To perform a meaningful review, the IACUC must be provided with details of proposed surgical procedures. Such details give the IACUC the opportunity to assess the level of the investigator’s knowledge and need for additional training.
Multiple Major Survival Surgery (MMSS)
The Guide discourages multiple major survival surgery. The AWRs state that animals may not be used in these procedures unless:

  • there is a scientific justification (e.g., related components of the same study) provided by the principal investigator in writing;

  • the MMSS are required as a routine veterinary procedure or to protect the health and well-being of the animal, as determined by the attending veterinarian; or

  • under other special circumstances which have been approved by the Administrator of APHIS.

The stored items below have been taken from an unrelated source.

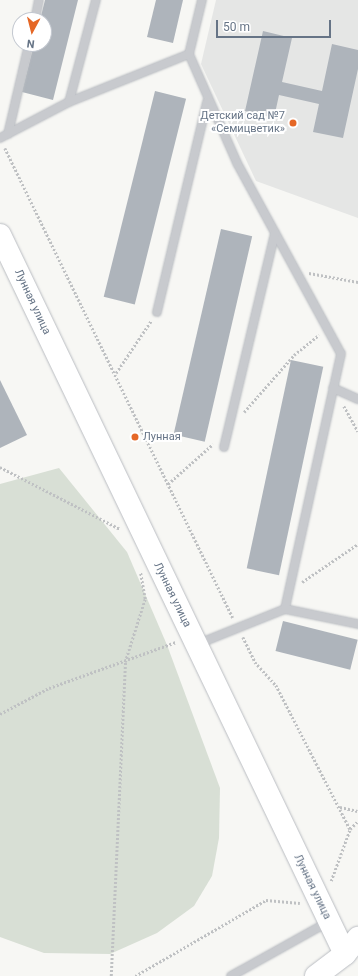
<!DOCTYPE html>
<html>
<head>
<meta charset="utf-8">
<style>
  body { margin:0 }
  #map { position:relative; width:358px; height:976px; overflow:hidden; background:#f7f7f4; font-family:Roboto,sans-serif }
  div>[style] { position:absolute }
  .built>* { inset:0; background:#e5e6e5 }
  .green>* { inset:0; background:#d8dfd5 }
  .building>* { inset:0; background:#aeb4bb; transform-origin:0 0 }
  .path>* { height:2.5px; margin-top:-1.25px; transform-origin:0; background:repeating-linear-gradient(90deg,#bfc1c3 0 2px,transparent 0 4px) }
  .roads { filter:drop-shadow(0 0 1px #babdc2) drop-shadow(0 0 1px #babdc2) }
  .lane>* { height:8px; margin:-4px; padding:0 4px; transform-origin:4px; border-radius:4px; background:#c8cace }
  .secondary>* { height:22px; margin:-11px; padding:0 11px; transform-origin:11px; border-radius:11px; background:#fff }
  .dots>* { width:11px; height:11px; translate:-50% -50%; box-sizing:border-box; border:2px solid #fff; border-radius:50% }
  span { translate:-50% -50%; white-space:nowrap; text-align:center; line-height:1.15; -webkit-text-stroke:4px #fff; paint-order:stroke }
  .poi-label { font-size:11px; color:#667486 }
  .right { translate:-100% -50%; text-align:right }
  .left { translate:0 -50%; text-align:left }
  .street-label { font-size:11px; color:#667486 }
  .north { position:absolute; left:12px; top:12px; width:40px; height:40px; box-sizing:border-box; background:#fff; border:1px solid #c2c7cf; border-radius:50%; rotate:187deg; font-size:11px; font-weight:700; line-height:16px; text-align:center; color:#667486 }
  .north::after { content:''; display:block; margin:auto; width:14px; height:18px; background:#e56726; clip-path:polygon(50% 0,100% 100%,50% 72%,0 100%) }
  .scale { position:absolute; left:216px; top:20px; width:115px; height:18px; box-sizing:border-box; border:2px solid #667486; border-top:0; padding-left:5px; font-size:12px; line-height:14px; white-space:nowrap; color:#667486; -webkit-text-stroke:3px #fff; paint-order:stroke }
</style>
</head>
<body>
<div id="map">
  <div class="built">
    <div style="clip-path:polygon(216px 0,358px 0,358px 218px,256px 181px,201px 64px)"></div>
  </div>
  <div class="green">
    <div style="clip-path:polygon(59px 468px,127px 552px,167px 645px,220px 788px,219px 838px,212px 876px,194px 906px,157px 933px,110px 954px,44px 953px,0 937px,0 484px)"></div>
  </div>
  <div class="building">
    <div style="clip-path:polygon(45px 0,78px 0,53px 100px,22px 92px,34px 44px,44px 44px,44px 20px,40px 20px)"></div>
    <div style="clip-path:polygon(156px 0,183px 0,173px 43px,147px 37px)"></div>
    <div style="clip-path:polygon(263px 31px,292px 38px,282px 82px,322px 91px,332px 44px,358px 50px,358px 69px,343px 138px,313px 132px,319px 104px,279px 95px,274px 118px,245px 111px)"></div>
    <div style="left:155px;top:91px;width:32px;height:212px;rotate:14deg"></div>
    <div style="left:221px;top:229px;width:32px;height:211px;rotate:13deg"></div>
    <div style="left:291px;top:360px;width:33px;height:213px;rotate:12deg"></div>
    <div style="clip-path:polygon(0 380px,27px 435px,0 448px)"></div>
    <div style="left:283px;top:621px;width:77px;height:31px;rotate:14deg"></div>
  </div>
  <div class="path">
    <div style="left:5px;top:148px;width:522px;rotate:64.12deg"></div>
    <div style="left:309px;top:273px;width:50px;rotate:10.4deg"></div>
    <div style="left:116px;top:373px;width:63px;rotate:-56.1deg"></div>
    <div style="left:344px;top:406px;width:29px;rotate:61deg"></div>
    <div style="left:244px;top:412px;width:76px;rotate:-48.7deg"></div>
    <div style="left:294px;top:355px;width:32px;rotate:-39deg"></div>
    <div style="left:0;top:467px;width:135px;rotate:27.3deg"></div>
    <div style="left:168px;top:484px;width:60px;rotate:-41.6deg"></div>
    <div style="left:302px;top:582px;width:68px;rotate:-34.2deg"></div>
    <div style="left:243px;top:637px;width:28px;rotate:64deg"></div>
    <div style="left:255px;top:662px;width:31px;rotate:48deg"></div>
    <div style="left:276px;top:685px;width:162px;rotate:62.8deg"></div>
    <div style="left:350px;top:829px;width:11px;rotate:-45deg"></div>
    <div style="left:0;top:714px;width:55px;rotate:-28deg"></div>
    <div style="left:49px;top:688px;width:135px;rotate:-19.9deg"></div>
    <div style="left:340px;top:807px;width:18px;rotate:13deg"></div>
    <div style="left:331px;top:881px;width:55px;rotate:-69.9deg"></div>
    <div style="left:111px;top:976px;width:314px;rotate:-87.4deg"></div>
    <div style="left:125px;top:662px;width:66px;rotate:-72.4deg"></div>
    <div style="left:145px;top:599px;width:27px;rotate:-100deg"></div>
    <div style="left:135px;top:976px;width:151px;rotate:-30.1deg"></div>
    <div style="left:266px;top:900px;width:34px;rotate:5deg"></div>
  </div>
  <div class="roads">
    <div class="lane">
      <div style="left:35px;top:20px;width:20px;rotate:-79deg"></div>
      <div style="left:189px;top:54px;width:119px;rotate:66.2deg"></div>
      <div style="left:237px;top:163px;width:217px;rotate:61.4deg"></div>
      <div style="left:341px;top:354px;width:261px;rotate:102.4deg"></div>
      <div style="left:285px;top:609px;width:94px;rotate:158.1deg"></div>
      <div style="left:69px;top:102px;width:106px;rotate:-75.2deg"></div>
      <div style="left:8px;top:134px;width:92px;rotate:-76.9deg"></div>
      <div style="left:0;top:138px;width:78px;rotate:-27.6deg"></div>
      <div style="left:69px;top:102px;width:129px;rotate:-21.8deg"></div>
      <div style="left:189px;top:54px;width:56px;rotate:-76.5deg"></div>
      <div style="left:157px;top:312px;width:216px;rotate:-76.6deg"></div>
      <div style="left:333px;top:388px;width:27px;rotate:24deg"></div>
      <div style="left:224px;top:447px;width:220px;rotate:-76.6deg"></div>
      <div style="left:285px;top:609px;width:75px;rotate:11.6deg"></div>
      <div style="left:231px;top:976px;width:111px;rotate:-29.1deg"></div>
    </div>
    <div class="secondary">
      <div style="left:0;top:235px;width:797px;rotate:64.37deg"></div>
      <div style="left:316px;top:976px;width:36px;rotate:-37deg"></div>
      <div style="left:345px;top:954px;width:21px;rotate:-51deg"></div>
    </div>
  </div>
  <div class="dots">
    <div style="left:293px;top:123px;background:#e56726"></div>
    <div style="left:135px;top:437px;background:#e56726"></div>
  </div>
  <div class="poi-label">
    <span class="right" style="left:285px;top:123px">Детский сад №7<br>«Семицветик»</span>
    <span class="left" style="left:143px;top:437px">Лунная</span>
  </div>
  <div class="street-label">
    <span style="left:32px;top:302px;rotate:65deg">Лунная улица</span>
    <span style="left:172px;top:595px;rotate:64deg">Лунная улица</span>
    <span style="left:312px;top:887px;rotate:64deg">Лунная улица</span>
  </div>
  <div class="north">N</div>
  <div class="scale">50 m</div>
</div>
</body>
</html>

The Guide suggests that reasons for MMSS may include procedures that are related components of a research project, procedures that will conserve scarce animal resources, or procedures conducted for clinical reasons. The Guide precludes cost savings as the sole justification for MMSS. Subsequent to approval of MMSS, the IACUC should ensure that there is sufficient ongoing oversight of the project.


Special Considerations
Some procedures are difficult or impossible to perform in some species of animals due to the nature of the animal (e.g., anatomical variation such as lack of a gall bladder, size of the animal, or size of a particular organ; sensitivity to antibiotics; or tolerance to a particular procedure). This can be an issue when a protocol involves an established procedure in a new animal model. Such protocols require particular attention and guidance from the IACUC.

If a procedure may cause more than momentary or slight pain or distress, the AWRs prohibit the use of paralytics without concurrent anesthesia.


Some procedures may require specialized facilities to ensure their success. For example, major survival surgery in non-rodents requires dedicated surgical facilities. Details of such physical requirements can be found in the Guide. The IACUC should assess the availability of necessary facilities during the protocol review process.